A new approach to the live flu vaccine would be particularly advantageous right now after the Centers for Disease Control and Prevention stopped recommending use of the live attenuate flu vaccine, FluMist® earlier this year. Several studies found that the pain-free nasal spray, which was used in about one-third of young children in the U.S., offered no protection to that especially vulnerable population. The flu shot, on the other hand, performed well and the CDC recommends using this vaccine in place of FluMist®.
“There is a need to understand what's happening with the existing live vaccine and potentially a need to develop a new one,” said David Topham, Ph.D., Marie Curran Wilson and Joseph Chamberlain Wilson Professor of Microbiology and Immunology at URMC and author of the study. “We proposed that the mutation we found could be used to create a live vaccine.”
The mutation weakens the flu virus by making the flu-encoded protein, called Non-Structural 1 (NS1), defunct. Flu virus needs NS1 to prevent interferon, the immune system’s front line against viruses, from alerting the host cell that it has been infected. Inhibiting interferon affords the virus time to multiply and spread before the immune system can mount an attack.
Most people have healthy interferon responses and would quickly and easily fend off this weakened mutant strain of flu, but, “this virus somehow managed to find the one person that had an interferon defect that allowed it to replicate,” said Topham.
The probability of this virus surviving and infecting a human is so low - it is as if Topham and lead study author, Marta Lopez de Diego, Ph.D., research assistant professor of Microbiology and Immunology, found a needle in a haystack. The pair isolated the mutated virus from a nasal swab of a single flu sufferer who happened to be among the small percentage of people with inadequate interferon responses. When they looked for the NS1 mutation in a national database, it showed up in just 0.03 percent of all flu strains reported.

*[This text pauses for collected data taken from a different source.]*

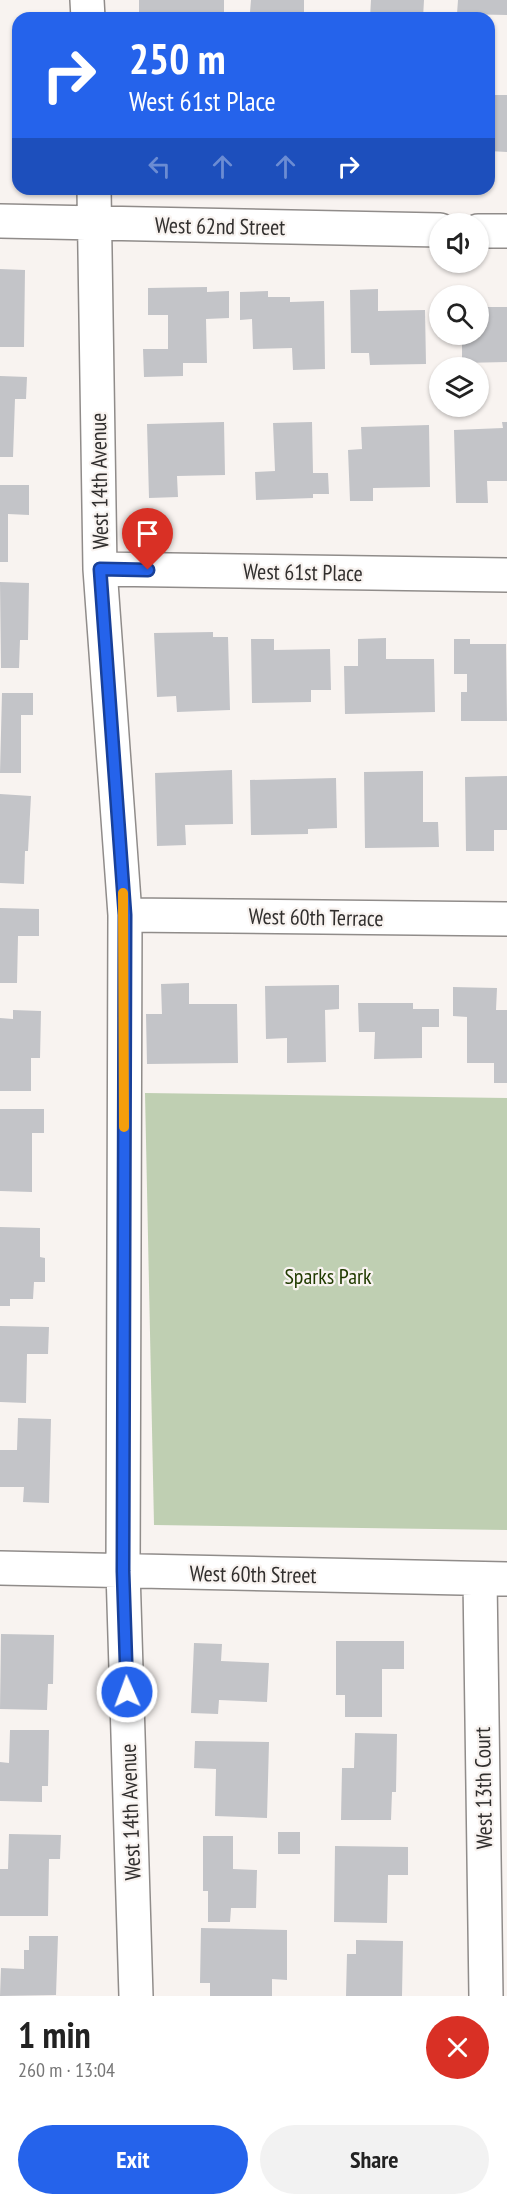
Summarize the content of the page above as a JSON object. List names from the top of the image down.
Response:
{
  "streets": {
    "street": [
      "West 62nd Street",
      "West 14th Avenue",
      "West 61st Place",
      "West 60th Terrace",
      "West 60th Street",
      "West 13th Court"
    ]
  },
  "crossings": [
    ["West 62nd Street", "West 14th Avenue"],
    ["West 14th Avenue", "West 61st Place"],
    ["West 14th Avenue", "West 60th Terrace"],
    ["West 14th Avenue", "West 60th Street"],
    ["West 60th Street", "West 13th Court"]
  ],
  "parks": ["Sparks Park"],
  "page": {
    "turn": ["250 m", "West 61st Place"],
    "heading": ["1 min", "260 m · 13:04"],
    "buttons": ["Exit", "Share"]
  }
}
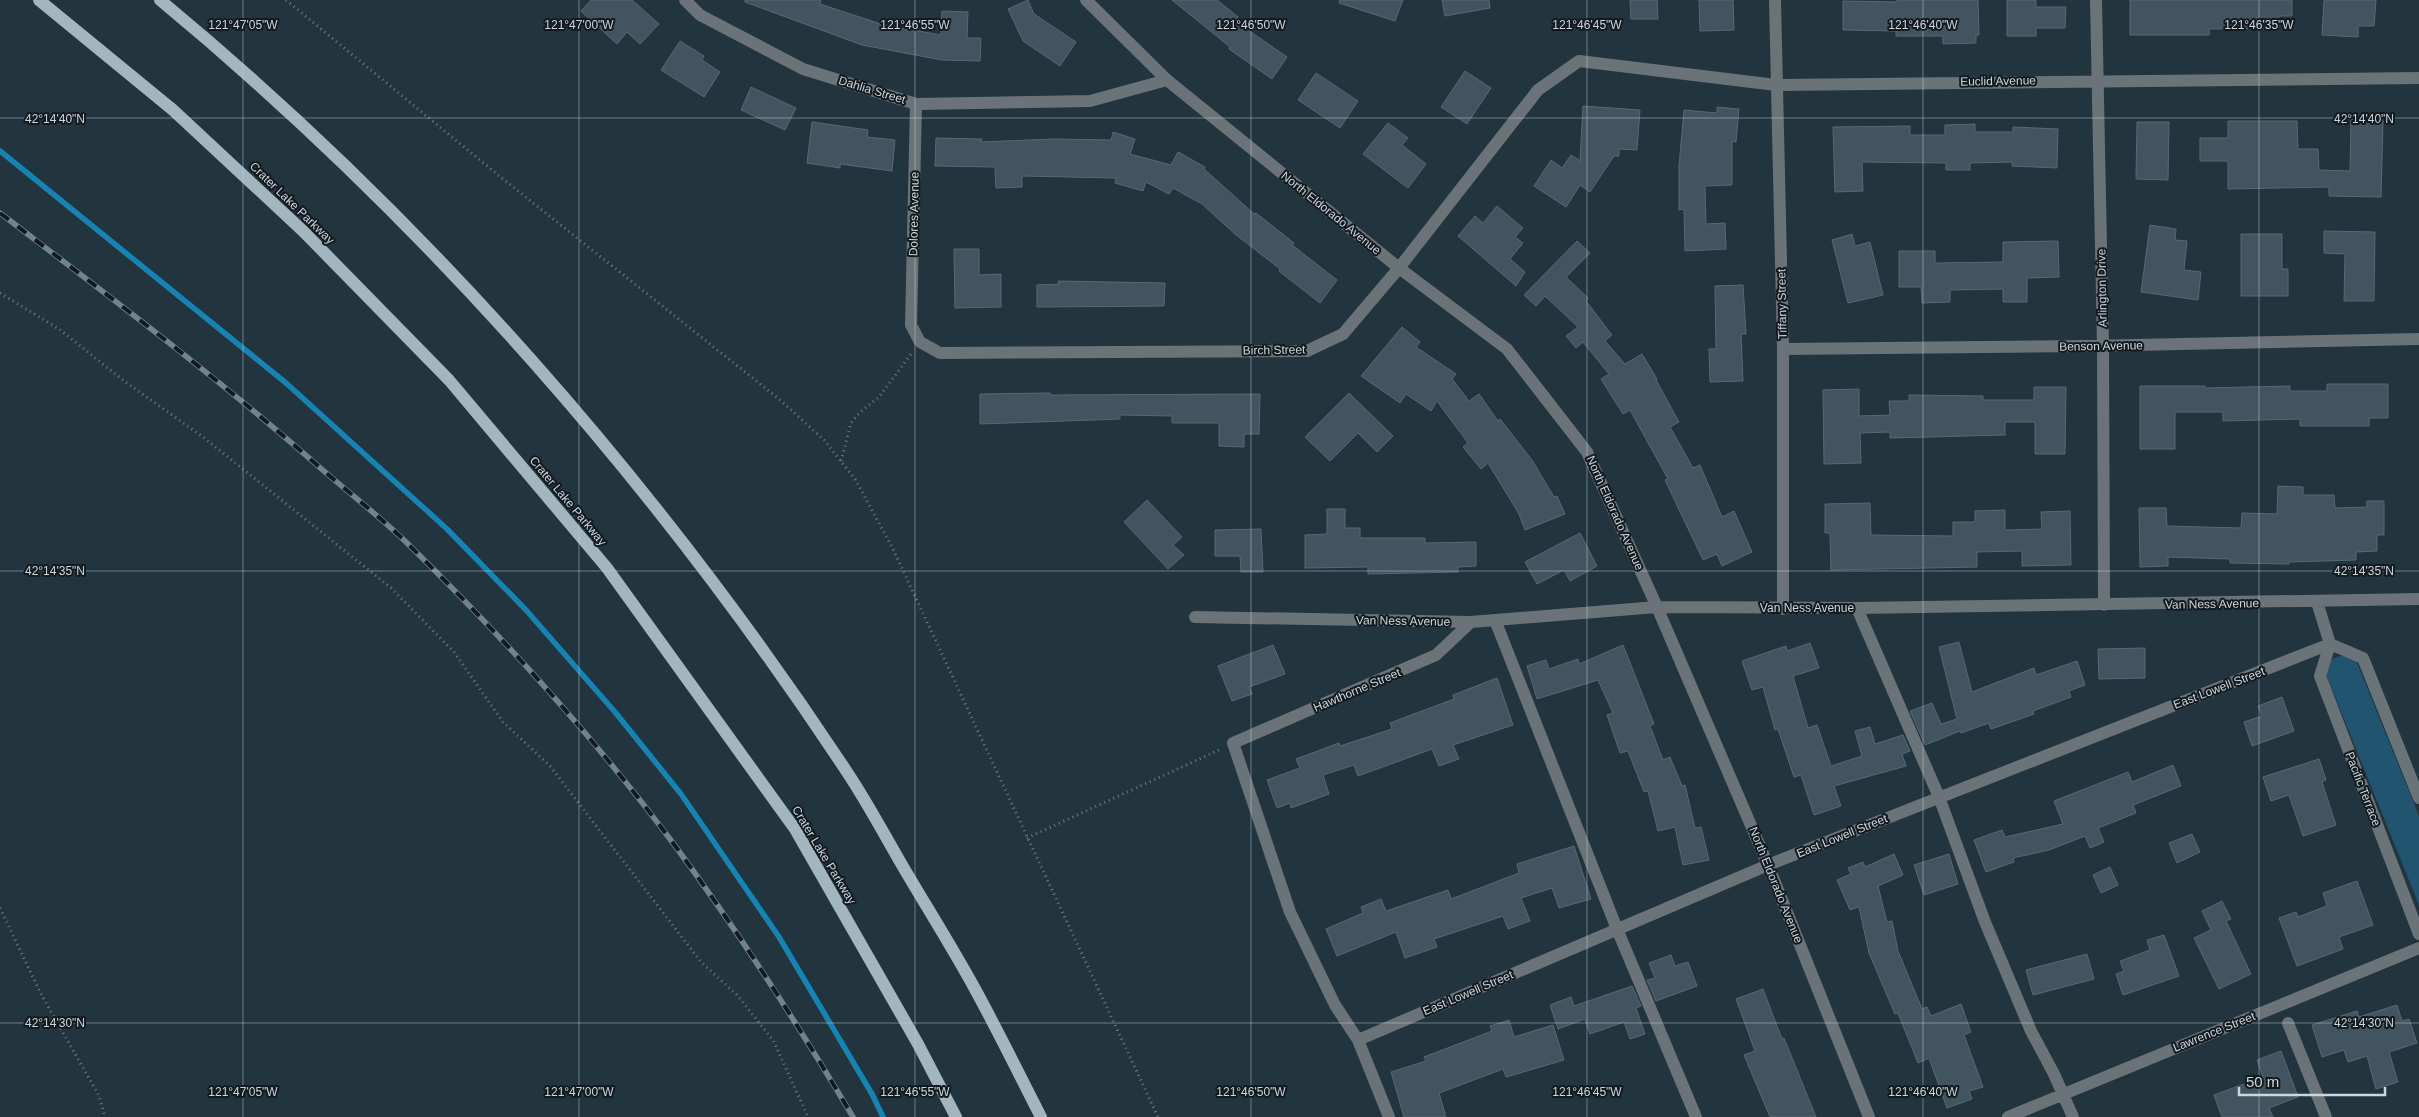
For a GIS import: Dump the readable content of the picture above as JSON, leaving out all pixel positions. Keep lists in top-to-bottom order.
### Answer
{
  "streets": {
    "main road": ["Crater Lake Parkway"],
    "street": [
      "Euclid Avenue",
      "Dahlia Street",
      "North Eldorado Avenue",
      "Dolores Avenue",
      "Arlington Drive",
      "Tiffany Street",
      "Benson Avenue",
      "Birch Street",
      "Van Ness Avenue",
      "East Lowell Street",
      "Hawthorne Street",
      "Pacific Terrace",
      "Lawrence Street"
    ]
  },
  "crossings": [
    ["Euclid Avenue", "Arlington Drive"],
    ["Euclid Avenue", "Tiffany Street"],
    ["Euclid Avenue", "Birch Street"],
    ["Dahlia Street", "North Eldorado Avenue"],
    ["Dahlia Street", "Dolores Avenue"],
    ["North Eldorado Avenue", "Birch Street"],
    ["North Eldorado Avenue", "Van Ness Avenue"],
    ["North Eldorado Avenue", "East Lowell Street"],
    ["Dolores Avenue", "Birch Street"],
    ["Arlington Drive", "Benson Avenue"],
    ["Arlington Drive", "Van Ness Avenue"],
    ["Tiffany Street", "Benson Avenue"],
    ["Tiffany Street", "Van Ness Avenue"],
    ["Van Ness Avenue", "Hawthorne Street"],
    ["East Lowell Street", "Pacific Terrace"]
  ],
  "scale_bar": "50 m",
  "coordinates": [
    "121°47'05\"W",
    "121°47'00\"W",
    "121°46'55\"W",
    "121°46'50\"W",
    "121°46'45\"W",
    "121°46'40\"W",
    "121°46'35\"W",
    "42°14'40\"N",
    "42°14'35\"N",
    "42°14'30\"N"
  ]
}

This naturally-occurring “attenuating” flu mutation could provide a new way to make live flu vaccines, which contain viruses that are alive, but “attenuated”, or weakened, so the vaccine itself does not cause illness in humans. Topham and Lopez de Diego suspect their NS1 mutation could be a great way to prevent viruses in the live vaccine from infecting anyone who has normal interferon responses, which is most people.
The study, published online in the Journal of Virology, also highlights the importance of flu virus surveillance – conducting studies like Topham’s to see how the flu is changing, what flu mutations are circulating in humans and animals, and how those mutations affect virus function.
Topham believes health leaders are not doing enough of that research. “The influenza field is largely fixated on studying pandemic or potential pandemic viruses, but those viruses only infect a few dozen people every year whereas seasonal flu infects millions - and yet we don't study human influenzas closely enough.”
Until recently, researchers believed that proteins like NS1 did not change much from strain to strain and season to season, but Topham’s study and others show that NS1 mutations occur naturally and can affect its ability to suppress immunity. Monitoring for these mutations in nature could help us produce better vaccines that save more lives.